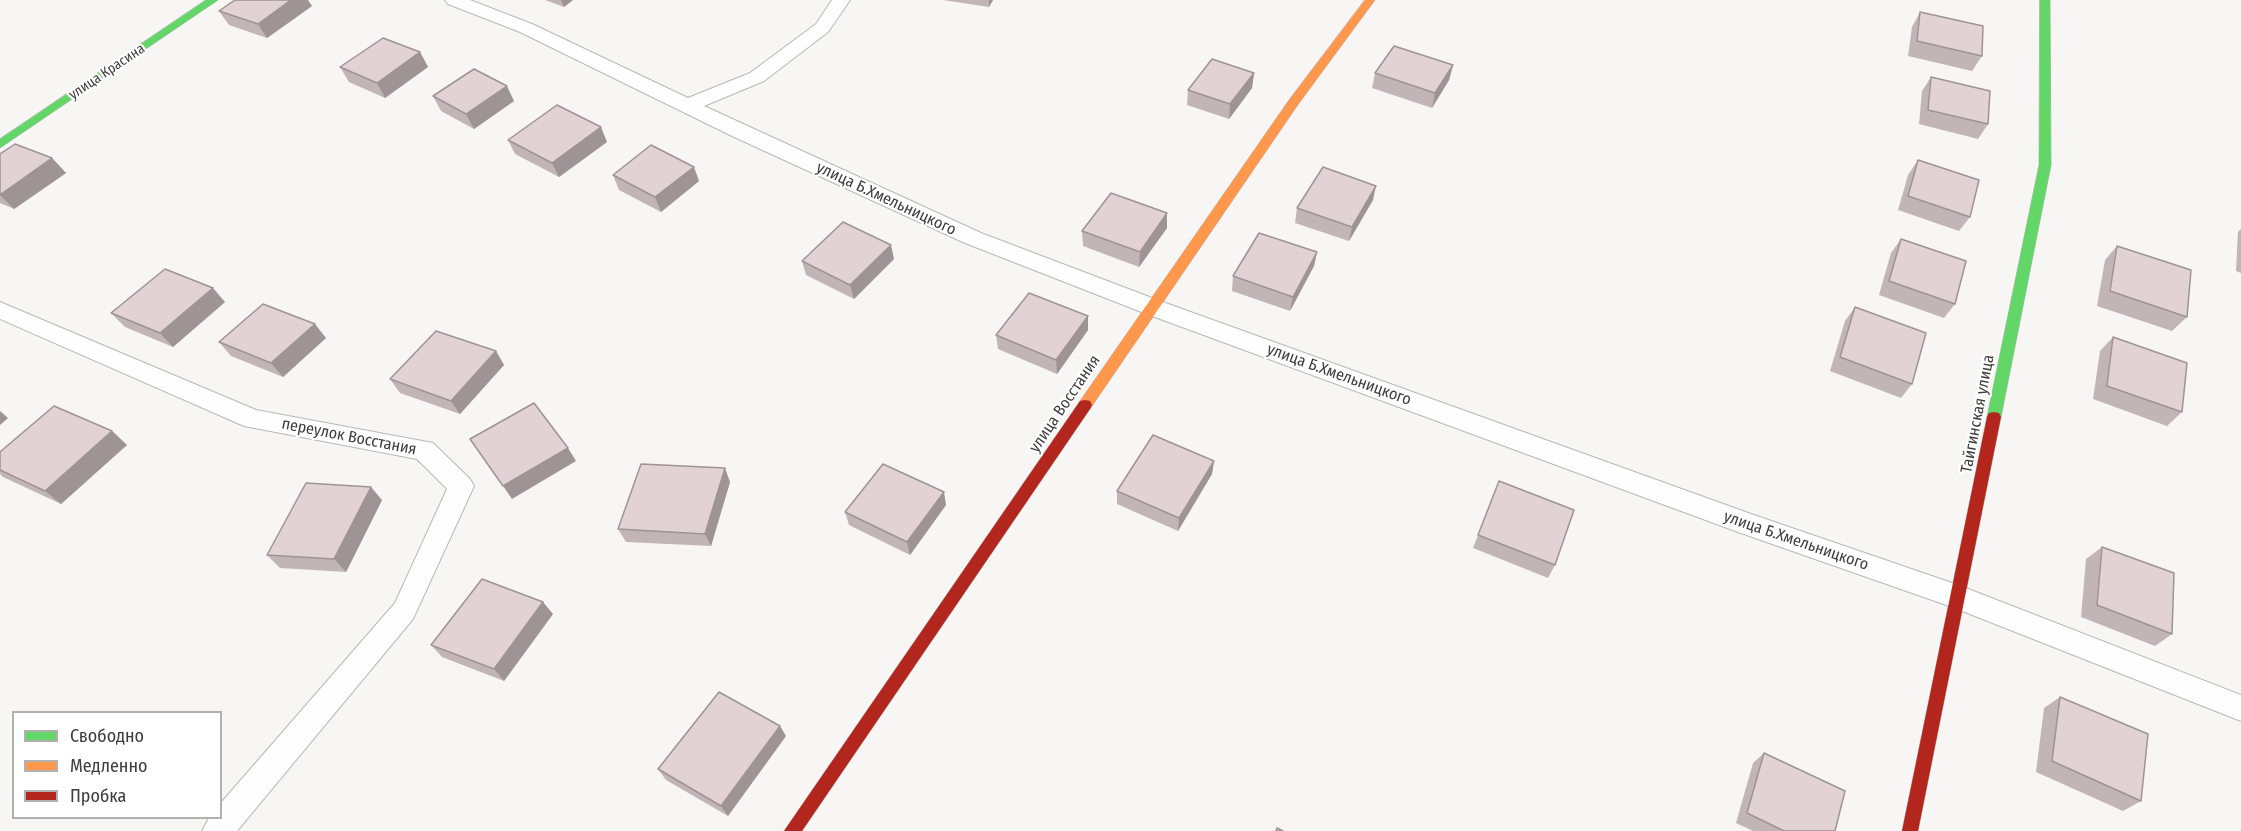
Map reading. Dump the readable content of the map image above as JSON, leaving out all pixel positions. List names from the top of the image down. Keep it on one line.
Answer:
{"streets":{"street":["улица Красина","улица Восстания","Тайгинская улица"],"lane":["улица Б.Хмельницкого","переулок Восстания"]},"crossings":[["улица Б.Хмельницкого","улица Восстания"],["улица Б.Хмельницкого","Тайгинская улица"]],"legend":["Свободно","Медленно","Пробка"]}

▶ _WHAT THE TASK REQUIRES_
Repeat the listing verbatim. Skip the pictures.

▶ _EXPECTED OUTPUT_
Map reading. Dump the readable content of the map image above as JSON, leaving out all pixel positions. List names from the top of the image down. Keep it on one line.
Answer:
{"streets":{"street":["улица Красина","улица Восстания","Тайгинская улица"],"lane":["улица Б.Хмельницкого","переулок Восстания"]},"crossings":[["улица Б.Хмельницкого","улица Восстания"],["улица Б.Хмельницкого","Тайгинская улица"]],"legend":["Свободно","Медленно","Пробка"]}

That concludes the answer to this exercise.